Malaria vaccine a letdown for infants

An experimental malaria vaccine once thought promising is turning out to be a disappointment, with a new study showing it is only about 30 per cent effective at protecting infants from the killer disease. That is a significant drop from a study last year done in slightly older children, which suggested the vaccine cut the malaria risk by about half, though that is still far below the protection provided from most vaccines. According to details released Friday, the three-shot regimen reduced malaria cases by about 30 per cent in infants aged 6 to 12 weeks, the target age for immunisation.

Dr Jennifer Cohn, a medical coordinator at Doctors Without Borders, described the vaccine’s protection levels as “unacceptably low.” She was not linked to the study. Scientists have been working for decades to develop a malaria vaccine, a complicated endeavour since the disease is caused by five different species of parasites. There has never been an effective vaccine against a parasite. Worldwide, there are several dozen malaria vaccine candidates being researched.
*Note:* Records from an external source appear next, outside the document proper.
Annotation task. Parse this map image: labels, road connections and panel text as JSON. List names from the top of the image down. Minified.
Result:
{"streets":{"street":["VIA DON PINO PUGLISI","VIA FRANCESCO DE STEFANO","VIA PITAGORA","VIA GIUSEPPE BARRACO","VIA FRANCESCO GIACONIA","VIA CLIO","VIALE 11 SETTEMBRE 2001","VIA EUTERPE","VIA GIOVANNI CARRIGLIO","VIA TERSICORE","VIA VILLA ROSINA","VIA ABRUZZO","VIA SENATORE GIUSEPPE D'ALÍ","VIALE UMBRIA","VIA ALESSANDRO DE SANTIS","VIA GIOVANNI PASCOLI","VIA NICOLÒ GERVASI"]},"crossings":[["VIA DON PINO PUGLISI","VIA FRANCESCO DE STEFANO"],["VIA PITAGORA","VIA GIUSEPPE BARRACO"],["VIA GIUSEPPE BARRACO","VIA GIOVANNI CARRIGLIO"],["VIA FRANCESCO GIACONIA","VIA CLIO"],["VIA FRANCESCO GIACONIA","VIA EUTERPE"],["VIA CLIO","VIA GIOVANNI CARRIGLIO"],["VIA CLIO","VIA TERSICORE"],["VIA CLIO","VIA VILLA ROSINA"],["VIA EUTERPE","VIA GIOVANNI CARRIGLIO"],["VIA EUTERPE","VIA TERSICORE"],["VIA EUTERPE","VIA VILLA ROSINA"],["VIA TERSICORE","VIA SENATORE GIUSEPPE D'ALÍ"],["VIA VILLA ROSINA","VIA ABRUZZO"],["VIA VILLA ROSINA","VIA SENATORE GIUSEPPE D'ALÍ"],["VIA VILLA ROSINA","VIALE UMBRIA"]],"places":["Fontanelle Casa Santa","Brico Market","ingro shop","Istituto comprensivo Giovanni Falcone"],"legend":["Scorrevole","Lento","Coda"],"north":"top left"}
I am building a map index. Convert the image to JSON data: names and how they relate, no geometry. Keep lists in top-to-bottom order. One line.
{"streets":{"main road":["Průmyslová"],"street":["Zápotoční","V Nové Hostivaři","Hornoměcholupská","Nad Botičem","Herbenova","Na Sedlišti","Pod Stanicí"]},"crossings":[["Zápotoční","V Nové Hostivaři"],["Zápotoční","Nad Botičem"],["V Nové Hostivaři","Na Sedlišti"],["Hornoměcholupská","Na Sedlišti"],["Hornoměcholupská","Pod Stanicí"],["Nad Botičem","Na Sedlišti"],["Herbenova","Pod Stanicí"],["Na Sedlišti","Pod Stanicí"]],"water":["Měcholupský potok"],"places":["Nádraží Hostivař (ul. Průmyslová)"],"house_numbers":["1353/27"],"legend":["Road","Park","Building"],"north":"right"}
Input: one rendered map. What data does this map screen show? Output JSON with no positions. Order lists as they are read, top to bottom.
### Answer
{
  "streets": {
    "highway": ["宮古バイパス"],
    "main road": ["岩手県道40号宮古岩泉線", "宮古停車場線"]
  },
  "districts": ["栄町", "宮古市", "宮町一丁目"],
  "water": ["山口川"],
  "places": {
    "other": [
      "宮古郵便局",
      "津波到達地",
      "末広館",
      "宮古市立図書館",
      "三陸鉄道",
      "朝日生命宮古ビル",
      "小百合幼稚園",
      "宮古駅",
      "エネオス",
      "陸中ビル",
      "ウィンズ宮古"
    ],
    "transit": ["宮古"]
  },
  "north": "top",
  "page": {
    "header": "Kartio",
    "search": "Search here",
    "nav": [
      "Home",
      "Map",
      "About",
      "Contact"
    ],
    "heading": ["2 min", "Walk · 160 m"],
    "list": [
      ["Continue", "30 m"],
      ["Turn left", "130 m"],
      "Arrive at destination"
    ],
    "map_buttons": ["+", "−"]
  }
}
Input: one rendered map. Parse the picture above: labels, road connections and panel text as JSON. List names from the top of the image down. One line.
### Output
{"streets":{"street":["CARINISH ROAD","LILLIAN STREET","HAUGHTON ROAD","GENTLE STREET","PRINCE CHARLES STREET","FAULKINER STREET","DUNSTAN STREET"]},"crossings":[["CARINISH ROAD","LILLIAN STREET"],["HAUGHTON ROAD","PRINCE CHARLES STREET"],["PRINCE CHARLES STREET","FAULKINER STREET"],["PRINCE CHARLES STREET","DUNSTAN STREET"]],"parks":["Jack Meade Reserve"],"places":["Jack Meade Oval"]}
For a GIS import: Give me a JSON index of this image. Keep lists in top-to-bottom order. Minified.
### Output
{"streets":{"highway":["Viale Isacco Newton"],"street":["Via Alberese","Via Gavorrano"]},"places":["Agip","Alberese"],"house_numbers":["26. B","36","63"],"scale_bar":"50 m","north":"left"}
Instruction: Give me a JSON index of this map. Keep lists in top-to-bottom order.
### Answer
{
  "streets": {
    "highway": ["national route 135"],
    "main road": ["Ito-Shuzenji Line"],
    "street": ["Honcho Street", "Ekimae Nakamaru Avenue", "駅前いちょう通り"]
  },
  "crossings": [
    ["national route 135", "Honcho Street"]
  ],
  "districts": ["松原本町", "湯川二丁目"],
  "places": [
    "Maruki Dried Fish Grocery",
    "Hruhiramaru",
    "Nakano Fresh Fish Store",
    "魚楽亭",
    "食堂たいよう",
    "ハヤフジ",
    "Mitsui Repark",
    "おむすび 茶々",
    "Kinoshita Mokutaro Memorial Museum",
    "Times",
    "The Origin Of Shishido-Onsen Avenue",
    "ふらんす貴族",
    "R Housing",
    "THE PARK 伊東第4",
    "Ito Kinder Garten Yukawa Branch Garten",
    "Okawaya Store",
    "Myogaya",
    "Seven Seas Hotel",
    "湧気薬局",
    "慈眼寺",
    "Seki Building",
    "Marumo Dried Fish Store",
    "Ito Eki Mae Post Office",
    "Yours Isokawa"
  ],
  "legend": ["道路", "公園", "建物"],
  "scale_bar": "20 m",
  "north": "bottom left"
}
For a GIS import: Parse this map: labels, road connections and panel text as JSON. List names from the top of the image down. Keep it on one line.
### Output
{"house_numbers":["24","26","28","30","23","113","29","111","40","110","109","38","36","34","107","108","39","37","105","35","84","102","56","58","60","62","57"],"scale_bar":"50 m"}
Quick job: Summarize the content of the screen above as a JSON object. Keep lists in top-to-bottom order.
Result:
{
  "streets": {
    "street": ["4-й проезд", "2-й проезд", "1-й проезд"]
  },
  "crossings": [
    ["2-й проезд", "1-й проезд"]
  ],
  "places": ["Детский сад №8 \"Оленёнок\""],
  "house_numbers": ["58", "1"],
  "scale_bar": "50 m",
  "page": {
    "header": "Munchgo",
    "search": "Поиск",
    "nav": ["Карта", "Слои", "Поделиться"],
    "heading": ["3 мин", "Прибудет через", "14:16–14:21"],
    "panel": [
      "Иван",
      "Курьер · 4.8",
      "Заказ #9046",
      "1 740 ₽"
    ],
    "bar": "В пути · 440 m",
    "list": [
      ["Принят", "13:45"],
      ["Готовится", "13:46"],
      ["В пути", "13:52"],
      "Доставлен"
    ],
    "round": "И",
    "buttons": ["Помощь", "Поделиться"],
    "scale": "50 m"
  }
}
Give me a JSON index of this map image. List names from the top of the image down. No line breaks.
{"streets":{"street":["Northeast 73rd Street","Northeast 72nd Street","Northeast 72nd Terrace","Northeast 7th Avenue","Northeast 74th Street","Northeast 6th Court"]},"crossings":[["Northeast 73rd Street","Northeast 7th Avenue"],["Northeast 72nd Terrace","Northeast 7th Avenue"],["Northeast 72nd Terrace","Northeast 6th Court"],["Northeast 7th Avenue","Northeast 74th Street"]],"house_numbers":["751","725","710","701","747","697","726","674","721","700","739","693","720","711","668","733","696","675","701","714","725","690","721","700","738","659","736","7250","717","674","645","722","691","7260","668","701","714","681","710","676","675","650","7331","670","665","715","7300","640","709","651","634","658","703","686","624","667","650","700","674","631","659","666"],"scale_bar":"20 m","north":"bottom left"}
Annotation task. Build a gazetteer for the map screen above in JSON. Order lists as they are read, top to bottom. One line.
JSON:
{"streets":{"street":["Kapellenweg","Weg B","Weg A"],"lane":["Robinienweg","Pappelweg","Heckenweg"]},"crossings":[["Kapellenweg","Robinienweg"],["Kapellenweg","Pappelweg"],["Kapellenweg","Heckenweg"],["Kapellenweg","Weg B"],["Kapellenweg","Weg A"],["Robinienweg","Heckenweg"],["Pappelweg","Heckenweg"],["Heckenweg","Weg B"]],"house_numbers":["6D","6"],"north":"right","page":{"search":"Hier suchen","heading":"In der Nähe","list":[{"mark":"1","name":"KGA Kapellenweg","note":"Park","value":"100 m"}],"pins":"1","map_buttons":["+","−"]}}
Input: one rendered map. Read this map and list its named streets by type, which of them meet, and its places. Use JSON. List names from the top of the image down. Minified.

In 2006, a group of experts led by the World Health Organization said a malaria vaccine should cut the risk of severe disease and death by at least half and should last longer than one year. Malaria is spread by mosquitoes and kills more than 6,50,000 people every year, mostly young children and pregnant women in Africa. Without a vaccine, officials have focused on distributing insecticide-treated bed nets, spraying homes with pesticides and ensuring access to good medicines.

In the new study, scientists found babies who got three doses of the vaccine had about 30 per cent fewer cases of malaria than those who didn’t get immunised. The research included more than 6,500 infants in Africa. Experts also found the vaccine reduced the number of severe malaria by about 26 per cent, up to 14 months after the babies were immunised.